あふたーびーと

百合乃 初絆

29話

「き、急になんですか!?」

「まさか、探す前に見つかるなんて……」

「人生ってわからないもんだね〜!」

「はわわわ……!」


 氷菓は、いきなり大声をあげて驚いた美海に、少しドキッとして飛び上がった。そんな様子を見ながら3人は、意外な出来事に興奮していた。

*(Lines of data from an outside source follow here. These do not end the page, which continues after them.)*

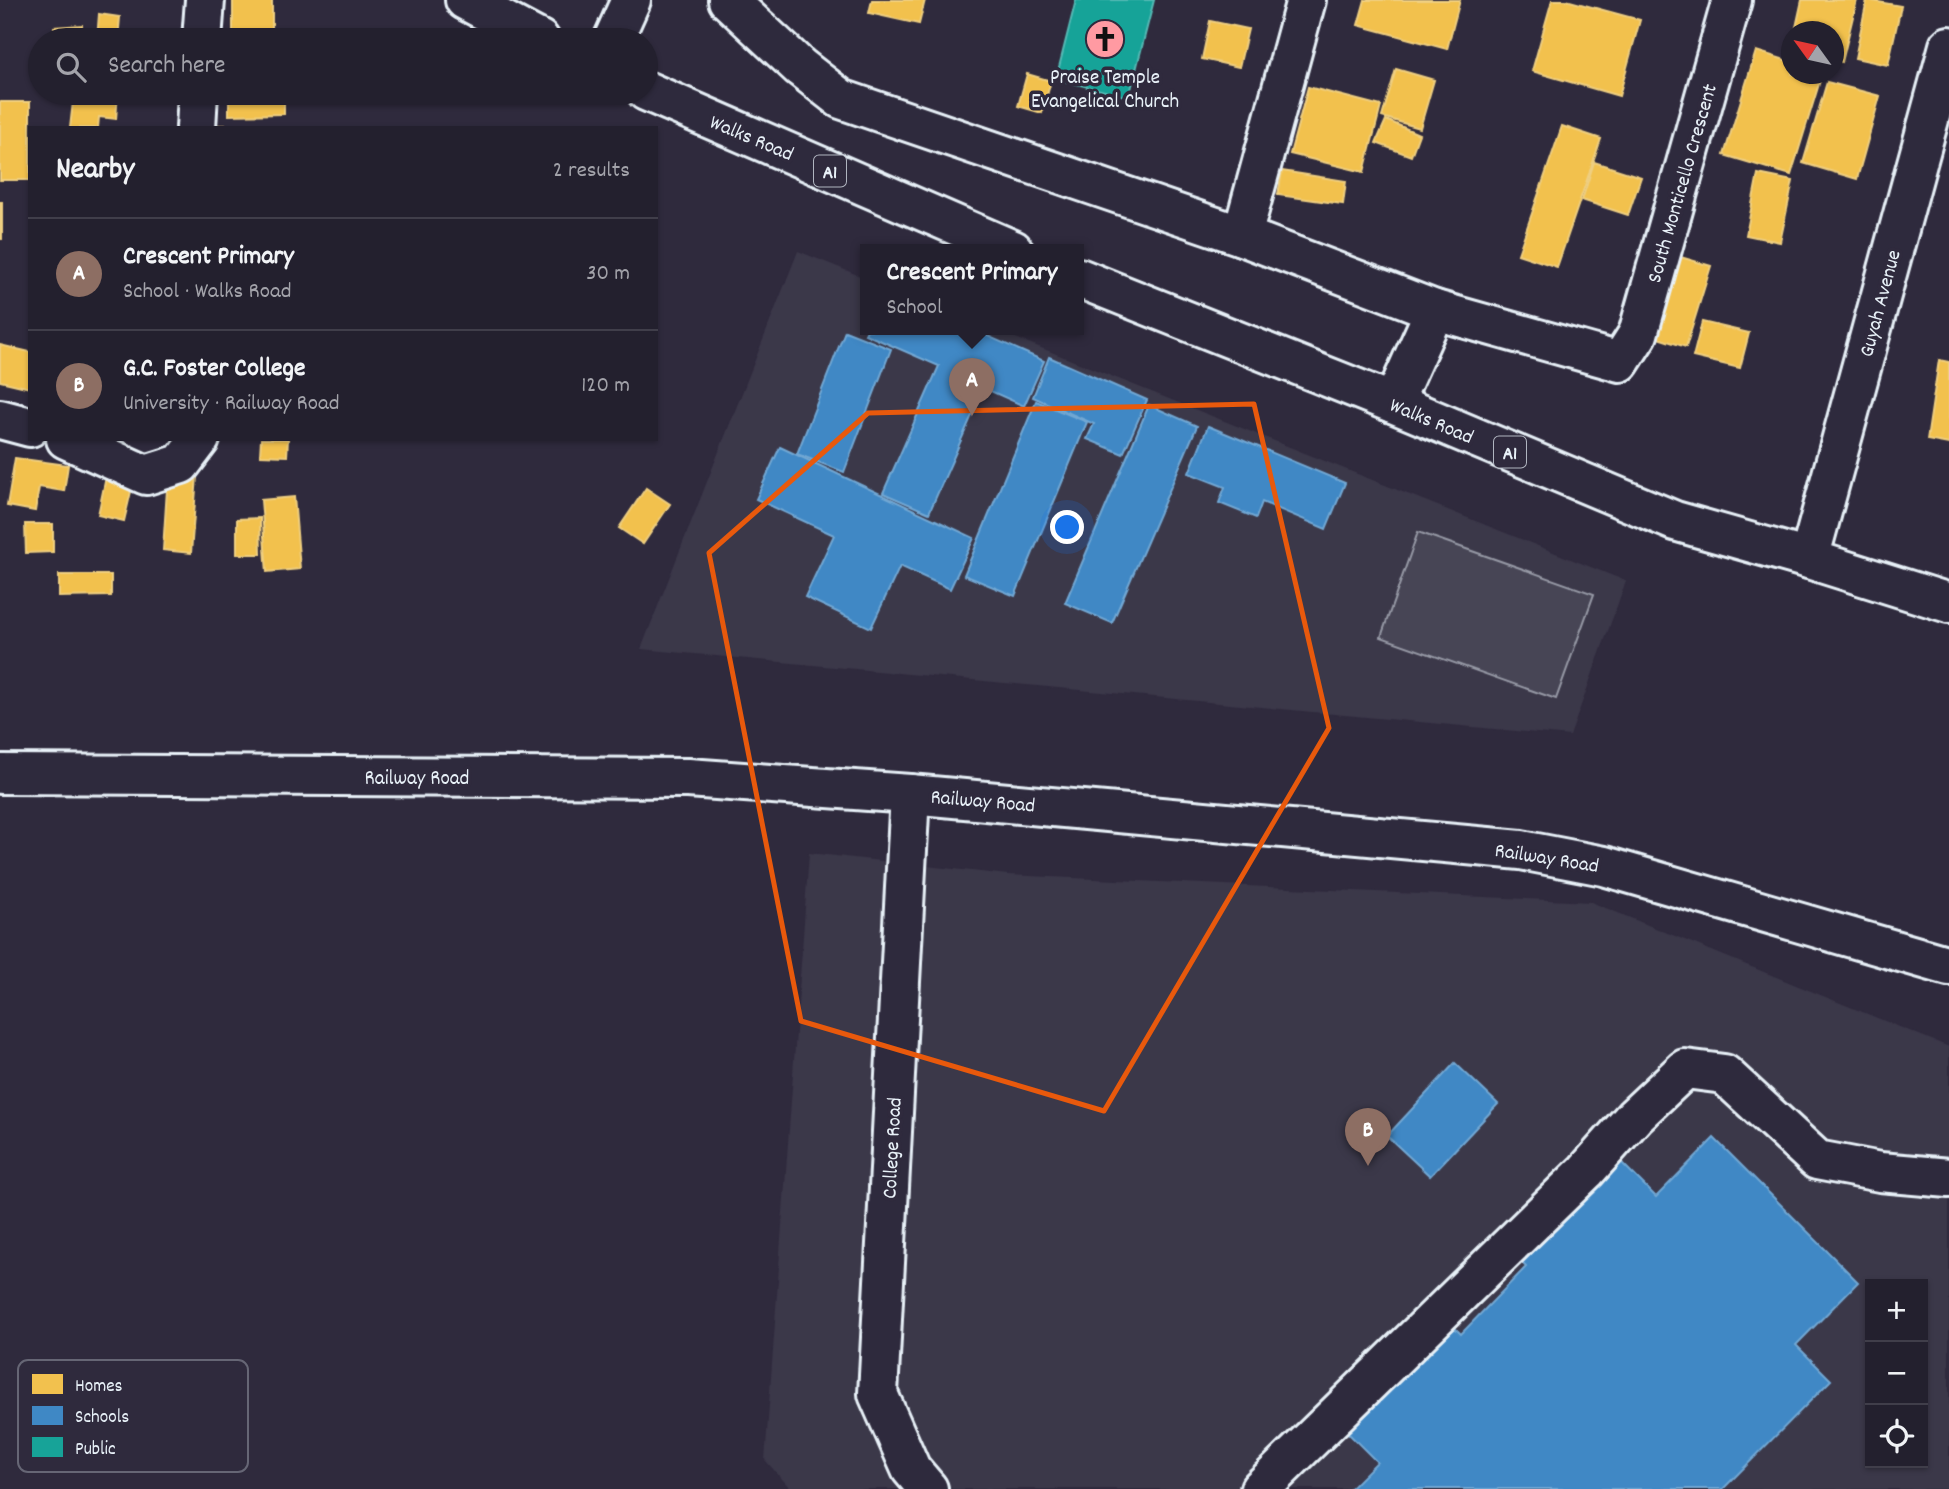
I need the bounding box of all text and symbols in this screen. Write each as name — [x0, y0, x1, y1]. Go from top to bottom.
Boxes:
church icon: Praise Temple Evangelical Church — [1084, 18, 1126, 60]
north arrow — [1781, 21, 1844, 84]
search box — [28, 28, 658, 105]
icon: search — [52, 48, 90, 86]
text: Search here — [108, 48, 226, 85]
place label: Praise Temple Evangelical Church — [1031, 64, 1179, 118]
street label: South Monticello Crescent — [1641, 80, 1727, 287]
street label: Walks Road — [704, 109, 797, 171]
text: Nearby — [56, 150, 134, 193]
text: 2 results — [553, 155, 630, 188]
road number: A1 — [814, 155, 846, 186]
text: Crescent Primary — [123, 239, 294, 276]
popup — [860, 244, 1084, 335]
street label: Guyah Avenue — [1853, 247, 1911, 361]
text: Crescent Primary — [887, 255, 1057, 292]
text: A — [73, 258, 85, 291]
text: 30 m — [586, 258, 630, 291]
text: School · Walks Road — [123, 276, 292, 309]
text: School — [887, 292, 942, 325]
text: G.C. Foster College — [123, 351, 305, 388]
pin: A — [949, 358, 995, 416]
text: B — [74, 370, 84, 403]
text: 120 m — [581, 370, 630, 403]
text: University · Railway Road — [123, 388, 340, 421]
street label: Walks Road — [1384, 392, 1477, 454]
road number: A1 — [1494, 436, 1526, 467]
your location — [1050, 510, 1084, 544]
street label: Railway Road — [365, 765, 469, 795]
street label: Railway Road — [929, 783, 1036, 823]
street label: Railway Road — [1492, 837, 1601, 883]
street label: College Road — [876, 1097, 912, 1200]
pin: B — [1345, 1108, 1391, 1166]
map controls — [1865, 1279, 1928, 1468]
button: + — [1865, 1279, 1928, 1342]
button: − — [1865, 1342, 1928, 1405]
legend — [18, 1360, 248, 1472]
text: Homes — [75, 1374, 123, 1401]
text: Schools — [75, 1405, 129, 1432]
button: locate — [1865, 1405, 1928, 1468]
text: Public — [75, 1437, 116, 1464]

「パンケーキって名前の子なんだよね! ぜひとも、うちのドラくんと一緒に見に行ってもいいかな!」

「話が飛びすぎて、何がなんやら理解できません! この私を助けないさい、泉!」

「了解致しました」


 美海は、氷菓の両腕を自身の両手でがっちりと掴み、瞳をキラキラと輝かせながら、パンケーキに1度会ってみたいと申し出た。氷菓は、グイグイ距離を縮めようとする美海に対して、若干の鬱陶しさを覚えた。氷菓は、そんな状況を打破するために、専属メイドである泉に助けを求めた。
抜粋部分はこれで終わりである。